--- START ---
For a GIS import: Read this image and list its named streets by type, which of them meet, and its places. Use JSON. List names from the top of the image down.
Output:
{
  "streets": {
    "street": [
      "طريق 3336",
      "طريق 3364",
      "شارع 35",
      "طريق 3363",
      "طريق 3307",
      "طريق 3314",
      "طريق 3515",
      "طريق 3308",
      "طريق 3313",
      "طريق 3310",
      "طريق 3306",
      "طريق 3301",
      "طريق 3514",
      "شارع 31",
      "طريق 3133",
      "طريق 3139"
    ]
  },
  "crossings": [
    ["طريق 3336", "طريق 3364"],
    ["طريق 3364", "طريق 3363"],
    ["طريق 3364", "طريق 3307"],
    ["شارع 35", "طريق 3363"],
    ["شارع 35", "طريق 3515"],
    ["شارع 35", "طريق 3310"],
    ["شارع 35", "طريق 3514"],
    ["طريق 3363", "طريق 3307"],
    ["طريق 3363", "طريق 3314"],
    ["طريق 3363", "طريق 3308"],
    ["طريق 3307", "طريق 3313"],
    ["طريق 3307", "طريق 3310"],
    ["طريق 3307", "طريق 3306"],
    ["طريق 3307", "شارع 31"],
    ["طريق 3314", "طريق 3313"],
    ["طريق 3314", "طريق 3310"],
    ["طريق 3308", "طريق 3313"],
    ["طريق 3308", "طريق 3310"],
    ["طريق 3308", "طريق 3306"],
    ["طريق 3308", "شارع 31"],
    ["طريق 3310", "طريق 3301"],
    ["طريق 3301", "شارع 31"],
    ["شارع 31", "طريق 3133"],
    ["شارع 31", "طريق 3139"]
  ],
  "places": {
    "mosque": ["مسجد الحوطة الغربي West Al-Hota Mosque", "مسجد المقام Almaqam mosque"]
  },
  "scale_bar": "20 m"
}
--- END ---
WORK TO COMPLETE - Repeat the entries. Keep each one exactly as written.

COMPLETED TASK -
For a GIS import: Read this image and list its named streets by type, which of them meet, and its places. Use JSON. List names from the top of the image down.
Output:
{
  "streets": {
    "street": [
      "طريق 3336",
      "طريق 3364",
      "شارع 35",
      "طريق 3363",
      "طريق 3307",
      "طريق 3314",
      "طريق 3515",
      "طريق 3308",
      "طريق 3313",
      "طريق 3310",
      "طريق 3306",
      "طريق 3301",
      "طريق 3514",
      "شارع 31",
      "طريق 3133",
      "طريق 3139"
    ]
  },
  "crossings": [
    ["طريق 3336", "طريق 3364"],
    ["طريق 3364", "طريق 3363"],
    ["طريق 3364", "طريق 3307"],
    ["شارع 35", "طريق 3363"],
    ["شارع 35", "طريق 3515"],
    ["شارع 35", "طريق 3310"],
    ["شارع 35", "طريق 3514"],
    ["طريق 3363", "طريق 3307"],
    ["طريق 3363", "طريق 3314"],
    ["طريق 3363", "طريق 3308"],
    ["طريق 3307", "طريق 3313"],
    ["طريق 3307", "طريق 3310"],
    ["طريق 3307", "طريق 3306"],
    ["طريق 3307", "شارع 31"],
    ["طريق 3314", "طريق 3313"],
    ["طريق 3314", "طريق 3310"],
    ["طريق 3308", "طريق 3313"],
    ["طريق 3308", "طريق 3310"],
    ["طريق 3308", "طريق 3306"],
    ["طريق 3308", "شارع 31"],
    ["طريق 3310", "طريق 3301"],
    ["طريق 3301", "شارع 31"],
    ["شارع 31", "طريق 3133"],
    ["شارع 31", "طريق 3139"]
  ],
  "places": {
    "mosque": ["مسجد الحوطة الغربي West Al-Hota Mosque", "مسجد المقام Almaqam mosque"]
  },
  "scale_bar": "20 m"
}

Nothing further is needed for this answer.